For all groups, the winning model (“Model 10” hereafter) was one in which all parameters varied by diagnostic group and evidence accumulation (drift rate) was influenced by gaze direction, head orientation, and emotion expression of stimuli. It assumed that response caution (threshold separation), start point (expectancy bias), and NDT operated as trait-level processes that did not vary in response to stimulus changes. This is a reasonable model account because the drift rate is influenced by the physical qualities of the stimulus. Model 10 showed improvements in predictive accuracy relative to the other models (i.e., ∆ELPD-LOO) that far exceeded the uncertainty of those estimates (i.e., |∆ELPD-LOO| was 5 to 105 times the SE).
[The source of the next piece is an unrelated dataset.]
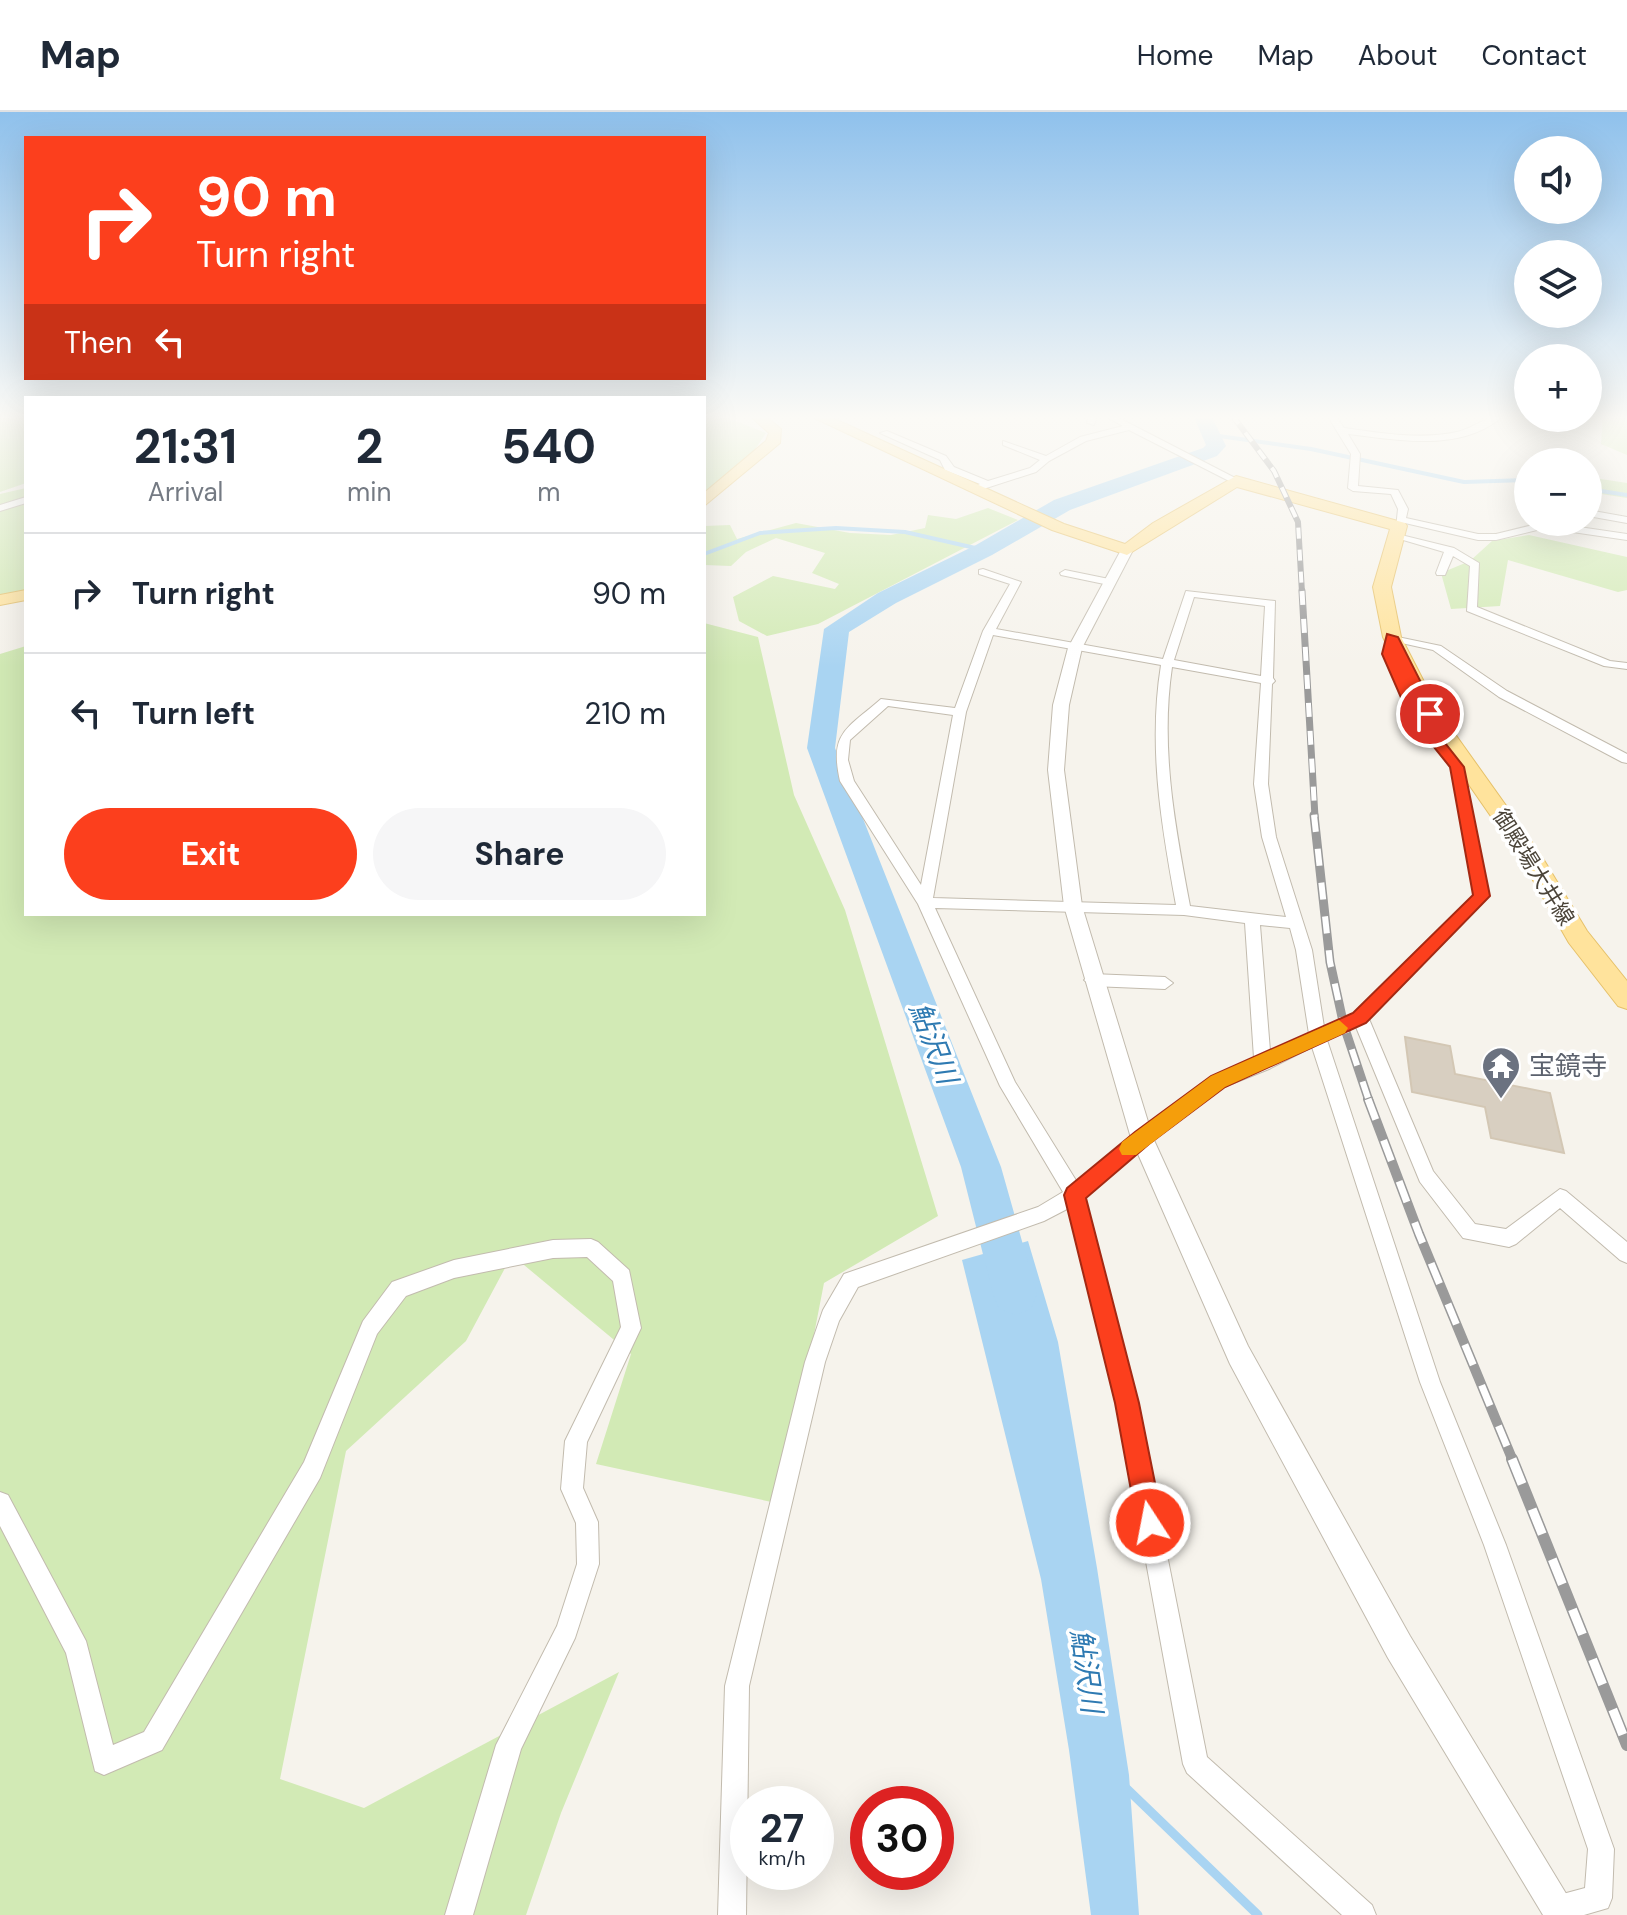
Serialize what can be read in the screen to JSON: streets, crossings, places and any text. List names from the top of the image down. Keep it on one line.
{"streets":{"main road":["御殿場大井線"]},"water":["鮎沢川"],"places":{"temple":["宝鏡寺"]},"page":{"header":"Map","nav":["Home","Map","About","Contact"],"map_buttons":["+","−"],"turn":["90 m","Turn right"],"then":"Then","eta":["21:31","Arrival","2","min","540","m"],"list":[{"name":"Turn right","value":"90 m"},{"name":"Turn left","value":"210 m"}],"buttons":["Exit","Share"],"speed":"27 km/h","limit":"30"}}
9.1 Model Comparison (Full Sample)

First, we performed model comparisons on the full sample N=100 combined. Results showed that models perform better when the drift rate is allowed to vary by gaze direction (e.g., Model 2 vs 1) and head orientation (e.g., Model 9,10 vs others). The models also perform better when drift rate varies by gaze direction, head orientation, AND emotion (Model 10), versus when drift rate only varies by gaze direction and head orientation (Model 9). The difference between the best fitting model (Model 10) and the next best fitting model (Model 9) based on the difference in ELPD LOO (“delta_elpd” below) was over 5x greater than the SE of the estimate (“delta_elpd_se” below). So, the improvement from Model 9 to Model 10 was considerable.

Additionally, we noted some difficulties when start point is allowed to vary by emotion (Model 7 and 8), which have some high Pareto K values.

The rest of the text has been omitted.